Hi Rob,
Your (de)serialization protocol is insecure if it must rely on EOF
detection for correctness. Sorry to say this to you, but no matter
amount of workarounds and hacks, such will break in amusing ways.
An important design difference here: Thrift statically knows, at
compile / codegen time, how many fields of which width to expect next.
If I understand correctly, the formats of Jena are defined as simply
concatenations of Thrift Compact (or ProtoBuf) object serializations.
This implies a protocol design flaw.
Even as a "Jena outsider" and having not checked the code, what I
immediately know about Jena streams receiver logic: it has no idea
whatsoever, even at runtime (!), how many more objects to expect. Thus
you think you need the EOF checks so badly.
The classic ways to address this flaw are all about adding appropriate
framing. Two basic options for the sender:
When it has the luxury of knowing the array size in advance: send a
"stream header" telling this size to the receiver. Examples: HTTP
'Content-Length' header, 'File Size' header field in BMP
images.Otherwise, it must add signalling of "this is the last item" /in
the layer of your protocol/. Examples: FIN flag in TCP, IEND tag in PNG
images.
In Thrift IDL, option 1 might look like:
struct RDF_StreamHeader {
1: required i32 protoVersion
2: required i32 nStreamItems
}
And option 2 might look like:
union RDF_StreamRowVariant {
1: RDF_PrefixDecl prefixDecl
2: RDF_Triple triple
3: RDF_Quad quad
}
struct RDF_StreamRow {
1: required RDF_StreamRowVariant datum
2: required bool isLastDatumInStream
}
HTH & Best Regards
Max
On Wed, June 19 2024 at 08:42:38 +0000, Rob @ DNR
<rve...@dotnetrdf.org> wrote:
Hey All
Over in the Apache Jena [1] project one of the RDF serialisations we
support is based upon a binary encoding [2] of RDF using Thrift [3].

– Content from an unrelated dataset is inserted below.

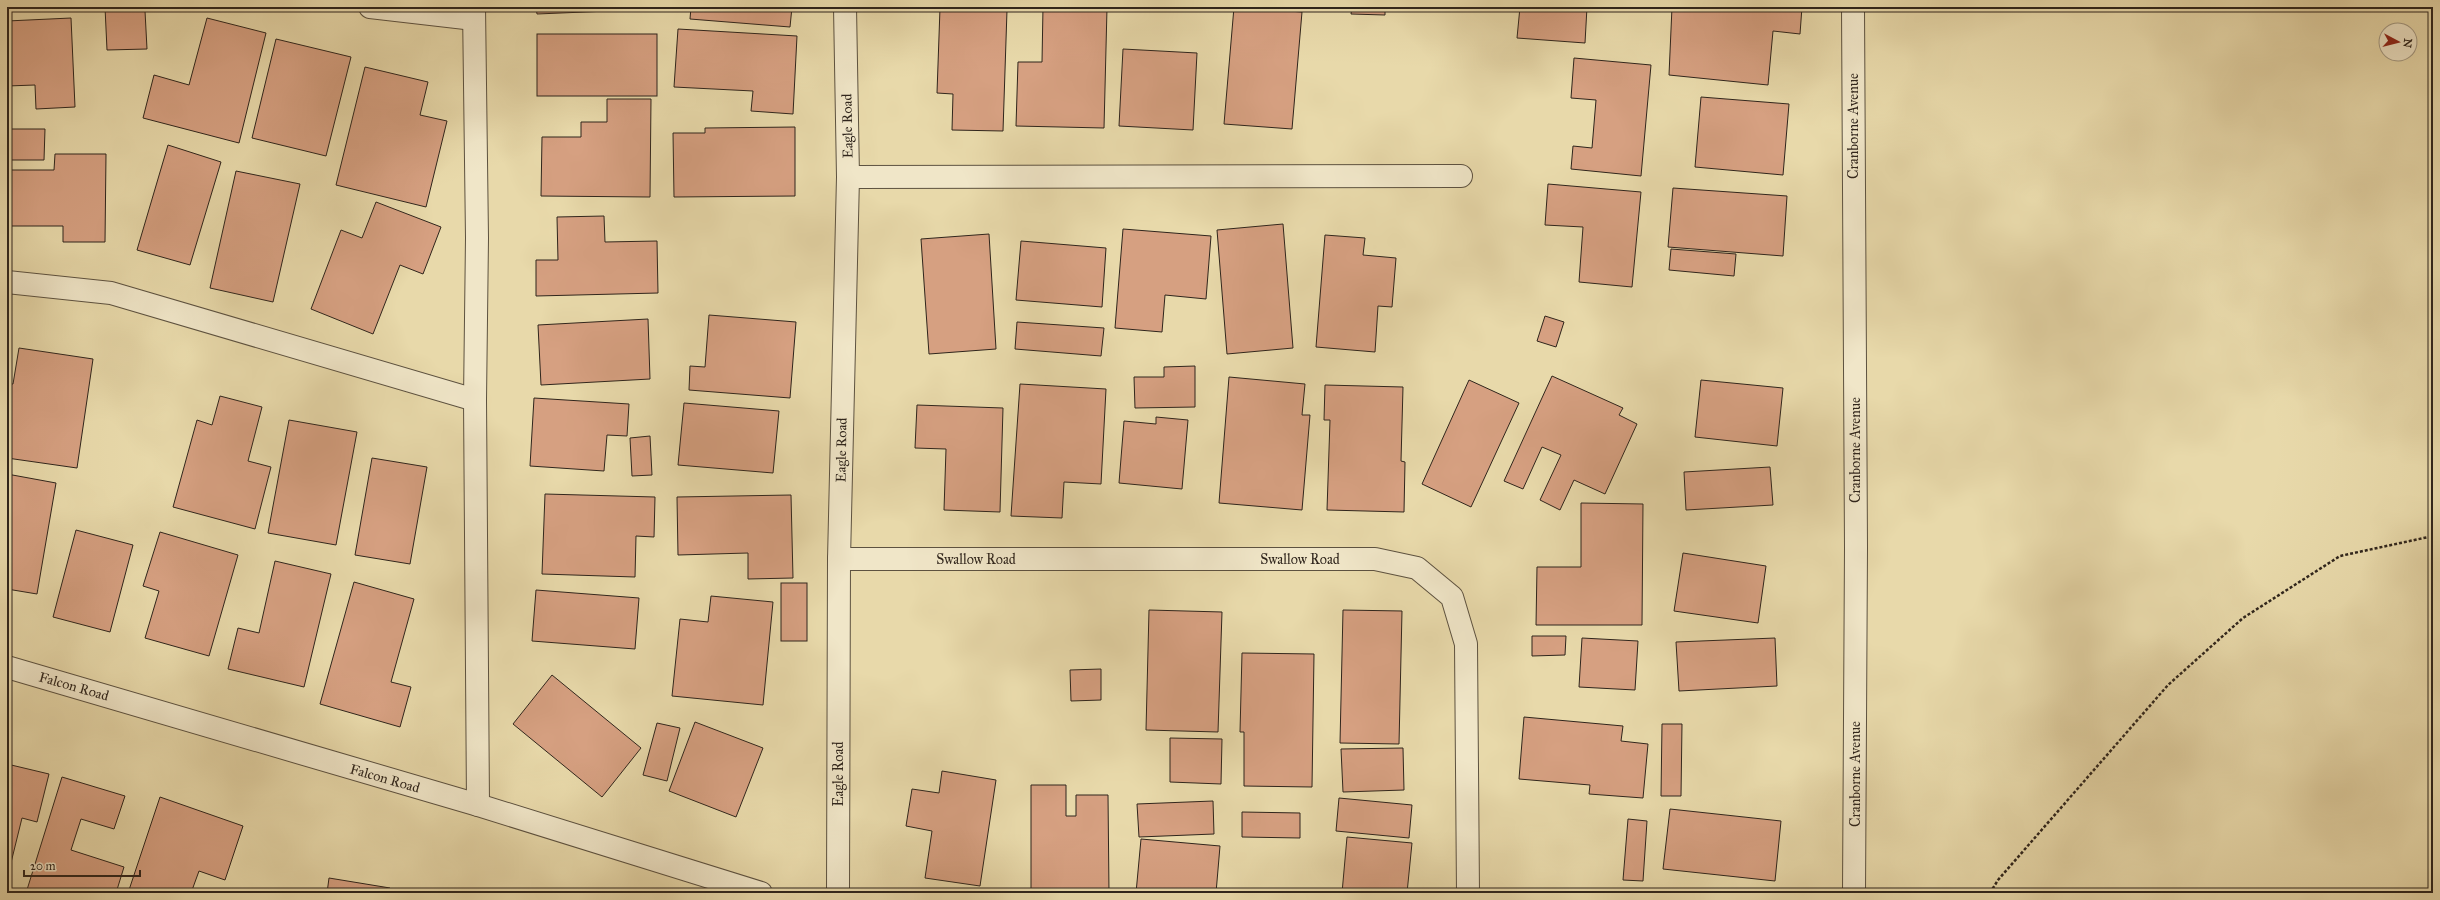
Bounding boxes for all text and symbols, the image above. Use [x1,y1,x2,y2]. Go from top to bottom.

We use the Thrift compact protocol and have various implementations
of our high-level reader [4] and writer [5] interfaces wrapped around
those.
However, it was recently noticed that when presented with completely
junk data our readers would silently return. And more worryingly,
taking an otherwise valid Thrift data stream and arbitrarily
truncating it would produce some valid output and silently ignore the
trailing malformed data thus losing some data.
Upon debugging this was determined to be due to our own EOF exception
check at [6]. Historically this appears to have been added due to
THRIFT-5022 which was fixed in your codebase back in Nov 2019 [7].
However, even with that fix calling protocol.getTransport().isOpen()
isn’t a usable check for EOF as even if EOF has been reached this
can still return true as the underlying stream might not have been
closed yet. Similarly, protocol.getTransport().peek() doesn’t seem
a reliable indicator of whether EOF has been reached (it just defers
to isOpen() in the default implementation), and we don’t know
whether the underlying InputStream is buffered or not (though we do
try to enforce that in our wrapper code).
So, we’ve currently ended up with this draft PR [8] which feels
like a complete hack as I’m basically examining the Exception stack
trace to see where in the read attempt we were when we failed and use
that as an indicator of malformed input vs true EOF.
I feel like we’re missing something obvious about how best to use
the Thrift Java APIs, any guidance/suggestions on how to do
differentiate between EOF and malformed inputs better would be much
appreciated!
Or if it’s preferable to handle this as a JIRA Issue let me know
and I can get that filed
Cheers,
Rob
[1]: https://jena.apache.org <https://jena.apache.org/>
[2]: <https://jena.apache.org/documentation/io/rdf-binary.html>
[3]:
<https://github.com/apache/jena/blob/main/jena-arq/Grammar/RDF-Thrift/BinaryRDF.thrift>
[4]:
<https://github.com/apache/jena/blob/93335dd1b3b2502968ef3cdcf5b7d60540577e9b/jena-arq/src/main/java/org/apache/jena/riot/thrift/ThriftRDF.java#L165-L185>
[5]:
<https://github.com/apache/jena/blob/main/jena-arq/src/main/java/org/apache/jena/riot/thrift/StreamRDF2Thrift.java>
[6]:
<https://github.com/apache/jena/blob/93335dd1b3b2502968ef3cdcf5b7d60540577e9b/jena-arq/src/main/java/org/apache/jena/riot/thrift/ThriftRDF.java#L177-L179>
[7]:
<https://lists.apache.org/thread/j03hf73yv1ljc0fk6ffohfc22yo3v7hd>
[8]:
<https://github.com/apache/jena/pull/2408/files#diff-2dce962e024e06557e133fe135c8e968e1a381aee892894f236b9a22046008d4>